> _Task input_
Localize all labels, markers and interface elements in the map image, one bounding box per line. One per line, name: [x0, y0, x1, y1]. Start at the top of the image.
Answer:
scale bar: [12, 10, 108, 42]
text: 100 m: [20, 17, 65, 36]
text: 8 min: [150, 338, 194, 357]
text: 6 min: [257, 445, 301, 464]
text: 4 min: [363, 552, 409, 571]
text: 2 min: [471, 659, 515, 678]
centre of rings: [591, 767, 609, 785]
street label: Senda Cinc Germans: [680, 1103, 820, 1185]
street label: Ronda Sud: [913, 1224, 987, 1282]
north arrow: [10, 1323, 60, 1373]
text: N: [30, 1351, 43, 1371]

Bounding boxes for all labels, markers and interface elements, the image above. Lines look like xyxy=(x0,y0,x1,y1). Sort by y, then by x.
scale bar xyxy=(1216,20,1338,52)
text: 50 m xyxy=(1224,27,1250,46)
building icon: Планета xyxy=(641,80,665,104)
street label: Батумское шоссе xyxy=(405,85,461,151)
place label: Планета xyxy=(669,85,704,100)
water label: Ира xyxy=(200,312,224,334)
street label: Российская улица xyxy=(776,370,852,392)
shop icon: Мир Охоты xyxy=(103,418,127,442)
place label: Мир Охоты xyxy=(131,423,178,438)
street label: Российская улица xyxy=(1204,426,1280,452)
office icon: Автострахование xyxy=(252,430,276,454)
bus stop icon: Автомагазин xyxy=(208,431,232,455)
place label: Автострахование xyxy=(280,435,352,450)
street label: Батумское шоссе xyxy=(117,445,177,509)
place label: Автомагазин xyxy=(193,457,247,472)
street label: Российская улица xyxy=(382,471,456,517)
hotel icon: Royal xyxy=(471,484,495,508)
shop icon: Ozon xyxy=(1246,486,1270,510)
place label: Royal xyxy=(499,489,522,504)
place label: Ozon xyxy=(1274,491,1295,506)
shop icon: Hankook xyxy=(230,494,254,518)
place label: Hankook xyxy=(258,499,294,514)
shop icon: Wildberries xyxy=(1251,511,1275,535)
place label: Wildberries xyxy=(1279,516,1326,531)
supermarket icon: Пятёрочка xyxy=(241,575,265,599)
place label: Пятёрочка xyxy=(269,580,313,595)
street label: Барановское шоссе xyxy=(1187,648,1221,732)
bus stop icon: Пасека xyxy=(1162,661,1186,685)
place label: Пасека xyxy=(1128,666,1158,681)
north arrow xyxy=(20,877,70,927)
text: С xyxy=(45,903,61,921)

> _Task details_
This exercise requires that all of the entries be repeated exactly.

> _Result of the exercise_
Localize all labels, markers and interface elements in the map image, one bounding box per line. One per line, name: [x0, y0, x1, y1]. Start at the top of the image.
Answer:
scale bar: [12, 10, 108, 42]
text: 100 m: [20, 17, 65, 36]
text: 8 min: [150, 338, 194, 357]
text: 6 min: [257, 445, 301, 464]
text: 4 min: [363, 552, 409, 571]
text: 2 min: [471, 659, 515, 678]
centre of rings: [591, 767, 609, 785]
street label: Senda Cinc Germans: [680, 1103, 820, 1185]
street label: Ronda Sud: [913, 1224, 987, 1282]
north arrow: [10, 1323, 60, 1373]
text: N: [30, 1351, 43, 1371]

Bounding boxes for all labels, markers and interface elements, the image above. Lines look like xyxy=(x0,y0,x1,y1). Sort by y, then by x.
scale bar xyxy=(1216,20,1338,52)
text: 50 m xyxy=(1224,27,1250,46)
building icon: Планета xyxy=(641,80,665,104)
street label: Батумское шоссе xyxy=(405,85,461,151)
place label: Планета xyxy=(669,85,704,100)
water label: Ира xyxy=(200,312,224,334)
street label: Российская улица xyxy=(776,370,852,392)
shop icon: Мир Охоты xyxy=(103,418,127,442)
place label: Мир Охоты xyxy=(131,423,178,438)
street label: Российская улица xyxy=(1204,426,1280,452)
office icon: Автострахование xyxy=(252,430,276,454)
bus stop icon: Автомагазин xyxy=(208,431,232,455)
place label: Автострахование xyxy=(280,435,352,450)
street label: Батумское шоссе xyxy=(117,445,177,509)
place label: Автомагазин xyxy=(193,457,247,472)
street label: Российская улица xyxy=(382,471,456,517)
hotel icon: Royal xyxy=(471,484,495,508)
shop icon: Ozon xyxy=(1246,486,1270,510)
place label: Royal xyxy=(499,489,522,504)
place label: Ozon xyxy=(1274,491,1295,506)
shop icon: Hankook xyxy=(230,494,254,518)
place label: Hankook xyxy=(258,499,294,514)
shop icon: Wildberries xyxy=(1251,511,1275,535)
place label: Wildberries xyxy=(1279,516,1326,531)
supermarket icon: Пятёрочка xyxy=(241,575,265,599)
place label: Пятёрочка xyxy=(269,580,313,595)
street label: Барановское шоссе xyxy=(1187,648,1221,732)
bus stop icon: Пасека xyxy=(1162,661,1186,685)
place label: Пасека xyxy=(1128,666,1158,681)
north arrow xyxy=(20,877,70,927)
text: С xyxy=(45,903,61,921)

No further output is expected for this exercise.